Definitions of all Exceptions raised by paperfetcher.

exception paperfetcher.exceptions.ContentNegotiationError

Bases: Exception

Exception raised when content negotiation fails.

exception paperfetcher.exceptions.DatasetError

Bases: Exception

Exception raised when an incorrect operation is performed on a dataset.

exception paperfetcher.exceptions.QueryError

Bases: Exception

Exception raised when query fails.

exception paperfetcher.exceptions.RISParsingError

Bases: Exception

Exception raised when RIS parsing fails.

exception paperfetcher.exceptions.SearchError

Bases: Exception

Exception raised when search fails.

paperfetcher.handsearch module

Classes to fetch all journal works (articles) matching a set of keywords and within a given date range by querying various APIs.

class paperfetcher.handsearch.CrossrefSearch(ISSN='', type='journal-article', keyword_list=None, from_date=None, until_date=None, batch_size=20, sort_order='desc')

Bases: object

Retrieves all works from a journal, given its ISSN, which match a set of keywords and are within a date range.

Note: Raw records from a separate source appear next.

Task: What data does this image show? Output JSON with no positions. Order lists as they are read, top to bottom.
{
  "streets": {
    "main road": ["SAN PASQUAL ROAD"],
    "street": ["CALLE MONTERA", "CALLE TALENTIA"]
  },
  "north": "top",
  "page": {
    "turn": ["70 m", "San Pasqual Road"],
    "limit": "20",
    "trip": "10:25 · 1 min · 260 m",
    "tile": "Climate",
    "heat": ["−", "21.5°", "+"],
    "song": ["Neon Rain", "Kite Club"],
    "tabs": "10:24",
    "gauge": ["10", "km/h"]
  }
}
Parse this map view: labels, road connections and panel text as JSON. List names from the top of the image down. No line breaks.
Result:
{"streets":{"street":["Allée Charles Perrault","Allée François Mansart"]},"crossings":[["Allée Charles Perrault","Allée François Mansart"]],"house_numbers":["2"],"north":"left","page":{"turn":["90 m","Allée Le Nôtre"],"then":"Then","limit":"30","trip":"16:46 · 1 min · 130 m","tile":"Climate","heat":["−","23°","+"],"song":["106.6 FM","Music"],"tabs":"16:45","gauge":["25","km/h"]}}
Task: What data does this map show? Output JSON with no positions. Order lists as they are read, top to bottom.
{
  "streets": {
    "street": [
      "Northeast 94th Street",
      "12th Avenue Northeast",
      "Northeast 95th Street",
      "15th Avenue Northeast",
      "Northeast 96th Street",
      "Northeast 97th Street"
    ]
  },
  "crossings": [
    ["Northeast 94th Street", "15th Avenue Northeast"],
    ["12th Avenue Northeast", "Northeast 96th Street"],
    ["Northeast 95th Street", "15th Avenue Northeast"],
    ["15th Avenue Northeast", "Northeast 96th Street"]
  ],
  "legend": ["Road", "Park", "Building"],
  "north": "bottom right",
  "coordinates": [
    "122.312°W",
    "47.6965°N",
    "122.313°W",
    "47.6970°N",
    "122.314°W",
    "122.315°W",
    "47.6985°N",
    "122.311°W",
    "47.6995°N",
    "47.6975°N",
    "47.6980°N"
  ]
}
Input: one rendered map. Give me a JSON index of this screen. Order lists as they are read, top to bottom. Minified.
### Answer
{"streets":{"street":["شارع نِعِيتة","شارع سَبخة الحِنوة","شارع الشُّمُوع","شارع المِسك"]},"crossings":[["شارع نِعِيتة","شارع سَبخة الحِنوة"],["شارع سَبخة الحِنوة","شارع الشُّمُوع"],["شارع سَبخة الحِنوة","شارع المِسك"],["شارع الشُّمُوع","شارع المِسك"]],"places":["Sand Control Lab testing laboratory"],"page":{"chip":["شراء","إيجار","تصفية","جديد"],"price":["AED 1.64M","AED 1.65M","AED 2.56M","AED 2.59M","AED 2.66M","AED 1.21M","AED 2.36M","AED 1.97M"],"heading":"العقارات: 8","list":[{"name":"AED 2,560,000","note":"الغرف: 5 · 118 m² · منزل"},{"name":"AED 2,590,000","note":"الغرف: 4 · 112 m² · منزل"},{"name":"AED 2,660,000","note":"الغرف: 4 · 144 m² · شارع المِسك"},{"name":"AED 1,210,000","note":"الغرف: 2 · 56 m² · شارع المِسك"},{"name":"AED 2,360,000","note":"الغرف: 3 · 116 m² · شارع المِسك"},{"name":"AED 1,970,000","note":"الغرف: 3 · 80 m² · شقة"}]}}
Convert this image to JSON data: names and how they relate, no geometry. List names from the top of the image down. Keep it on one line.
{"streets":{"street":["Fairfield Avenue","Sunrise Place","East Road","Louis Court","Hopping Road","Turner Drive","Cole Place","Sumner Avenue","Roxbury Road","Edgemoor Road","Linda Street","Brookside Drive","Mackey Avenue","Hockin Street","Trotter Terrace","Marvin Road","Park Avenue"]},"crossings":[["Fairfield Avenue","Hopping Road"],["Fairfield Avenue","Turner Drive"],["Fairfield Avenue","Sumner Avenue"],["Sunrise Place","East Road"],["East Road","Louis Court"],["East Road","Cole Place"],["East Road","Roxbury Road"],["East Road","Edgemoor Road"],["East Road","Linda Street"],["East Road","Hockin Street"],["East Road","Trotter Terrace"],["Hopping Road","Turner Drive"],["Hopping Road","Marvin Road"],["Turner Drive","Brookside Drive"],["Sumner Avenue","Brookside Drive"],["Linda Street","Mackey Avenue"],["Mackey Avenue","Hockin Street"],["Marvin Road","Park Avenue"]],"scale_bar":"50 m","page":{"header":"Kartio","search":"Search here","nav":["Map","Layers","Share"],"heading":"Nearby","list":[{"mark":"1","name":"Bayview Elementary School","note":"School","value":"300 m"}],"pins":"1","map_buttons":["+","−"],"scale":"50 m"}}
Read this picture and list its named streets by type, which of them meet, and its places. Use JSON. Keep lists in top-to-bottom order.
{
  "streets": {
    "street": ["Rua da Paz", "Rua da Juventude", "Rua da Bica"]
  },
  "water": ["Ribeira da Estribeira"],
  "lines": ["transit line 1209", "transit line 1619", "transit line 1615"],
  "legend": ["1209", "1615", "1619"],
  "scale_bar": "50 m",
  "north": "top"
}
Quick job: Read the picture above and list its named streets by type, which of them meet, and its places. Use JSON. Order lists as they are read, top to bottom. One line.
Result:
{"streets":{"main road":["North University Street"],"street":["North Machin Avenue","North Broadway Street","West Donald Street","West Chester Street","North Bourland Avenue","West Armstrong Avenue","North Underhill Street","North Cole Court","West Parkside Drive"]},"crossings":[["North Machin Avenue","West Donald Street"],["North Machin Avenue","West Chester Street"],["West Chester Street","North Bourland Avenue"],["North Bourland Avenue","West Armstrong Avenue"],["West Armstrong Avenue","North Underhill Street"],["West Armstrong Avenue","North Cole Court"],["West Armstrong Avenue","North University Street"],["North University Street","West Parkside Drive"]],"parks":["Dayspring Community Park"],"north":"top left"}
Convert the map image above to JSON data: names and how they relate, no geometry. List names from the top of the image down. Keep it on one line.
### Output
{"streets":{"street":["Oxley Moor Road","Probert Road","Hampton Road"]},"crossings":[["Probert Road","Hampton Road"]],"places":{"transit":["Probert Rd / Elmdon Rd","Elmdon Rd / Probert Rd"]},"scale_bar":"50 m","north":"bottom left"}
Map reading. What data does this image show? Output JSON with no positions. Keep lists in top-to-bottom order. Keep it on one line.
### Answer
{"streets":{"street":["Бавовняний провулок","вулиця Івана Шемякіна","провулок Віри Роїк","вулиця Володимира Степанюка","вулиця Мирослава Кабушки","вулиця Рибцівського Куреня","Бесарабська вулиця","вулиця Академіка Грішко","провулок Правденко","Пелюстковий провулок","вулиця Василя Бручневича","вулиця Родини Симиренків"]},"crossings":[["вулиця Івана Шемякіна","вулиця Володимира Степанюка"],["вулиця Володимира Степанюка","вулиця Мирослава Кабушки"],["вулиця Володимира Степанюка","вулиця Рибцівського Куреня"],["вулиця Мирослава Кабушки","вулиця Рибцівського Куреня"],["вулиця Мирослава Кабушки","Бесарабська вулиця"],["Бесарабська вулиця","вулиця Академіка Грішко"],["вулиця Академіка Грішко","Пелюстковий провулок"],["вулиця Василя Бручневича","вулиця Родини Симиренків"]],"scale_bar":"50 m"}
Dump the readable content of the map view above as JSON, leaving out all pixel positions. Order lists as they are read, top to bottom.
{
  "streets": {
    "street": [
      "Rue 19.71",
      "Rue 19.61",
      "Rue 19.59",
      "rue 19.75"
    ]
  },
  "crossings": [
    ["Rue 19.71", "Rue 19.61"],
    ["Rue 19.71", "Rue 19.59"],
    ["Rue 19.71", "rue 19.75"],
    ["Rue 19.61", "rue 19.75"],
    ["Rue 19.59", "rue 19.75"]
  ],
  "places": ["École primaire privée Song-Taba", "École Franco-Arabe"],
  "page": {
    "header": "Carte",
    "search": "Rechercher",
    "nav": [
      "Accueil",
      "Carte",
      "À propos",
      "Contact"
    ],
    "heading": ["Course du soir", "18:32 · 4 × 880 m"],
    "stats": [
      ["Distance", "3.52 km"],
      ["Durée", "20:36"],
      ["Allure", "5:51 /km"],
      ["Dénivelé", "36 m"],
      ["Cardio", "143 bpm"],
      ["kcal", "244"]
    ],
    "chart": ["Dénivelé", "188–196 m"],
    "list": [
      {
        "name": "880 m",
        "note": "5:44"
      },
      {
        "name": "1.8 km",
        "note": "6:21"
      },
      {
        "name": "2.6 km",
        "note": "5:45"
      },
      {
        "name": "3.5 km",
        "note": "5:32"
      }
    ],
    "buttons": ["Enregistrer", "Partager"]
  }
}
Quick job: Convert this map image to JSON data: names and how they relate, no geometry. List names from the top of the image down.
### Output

Calling a CrossrefSearch object performs the search. A search object can be called with the arguments display_progress_bar (True/False; default=True) to toggle the display of a search progress bar, select (True/False; default=False), and select_fields (list) to query only a subset of metadata for each journal article.

If select is False, a full (memory and time intensive) search is performed, fetching all metadata associated with each journal work.

If select is True, a subset of fields to fetch can be specified using the select_fields parameter. Check the Crossref REST API doc for details on which field names are permissible.

Note

Performing a search with no keywords and select=False can be very time- and memory- intensive. The search object will complain when such a search is performed.

Parameters
  • ISSN (str) – Journal (web) ISSN.

  • type (str) – Type of works to fetch (default=”journal-article”).

  • keyword_list (list) – List of keywords (str) to query with (default=None).

  • from_date (str) – Fetch articles published from (and after) this date (format=”YYYY-MM-DD”, default=None).

  • until_date (str) – Fetch articles published until this date (format=”YYYY-MM-DD”, default=None).

  • batch_size (int) – Number of works to fetch in each batch (default=20).

  • sort_order (str) – Order in which to sort works by date (“asc” or “desc”, default=”desc”).

ISSN

Journal (web) ISSN.

Type

str

type

Type of works to fetch (default=”journal-article”).

Type

str

keyword_list

List of keywords (str) to query with.

Type

list

from_date

Fetch articles published from (and after) this date (format=”YYYY-MM-DD”).

Type

str

until_date

Fetch articles published until this date (format=”YYYY-MM-DD”).

Type

str

batch_size

Number of works to fetch in each batch (default=20).

Type

int

sort_order

Order in which to sort works by date (“asc” or “desc”, default=”desc”).

Type

str

results

List of dictionaries, each dictionary corresponds to a work.

Type

list

Examples

>>> search = CrossrefSearch(ISSN="1520-5126", keyword_list=["hydration"], from_date="2018-01-01", until_date="2020-01-01")
>>> search()
>>> len(search)
13
>>> ds = search.get_DOIDataset()
>>> ds.to_df()
                     DOI
0   10.1021/jacs.9b09103
1   10.1021/jacs.9b06862
2   10.1021/jacs.9b09111
3   10.1021/jacs.9b05874
4   10.1021/jacs.9b02820
5   10.1021/jacs.9b05136
6   10.1021/jacs.9b02742
7   10.1021/jacs.9b00577
8   10.1021/jacs.8b11448
9   10.1021/jacs.8b12877
10  10.1021/jacs.8b11667
11  10.1021/jacs.8b08298
12  10.1021/jacs.7b11537
dry_run(select=False, select_fields=[])

How many works will this search fetch?

get_CitationsDataset(field_list=[], field_parsers_list=[])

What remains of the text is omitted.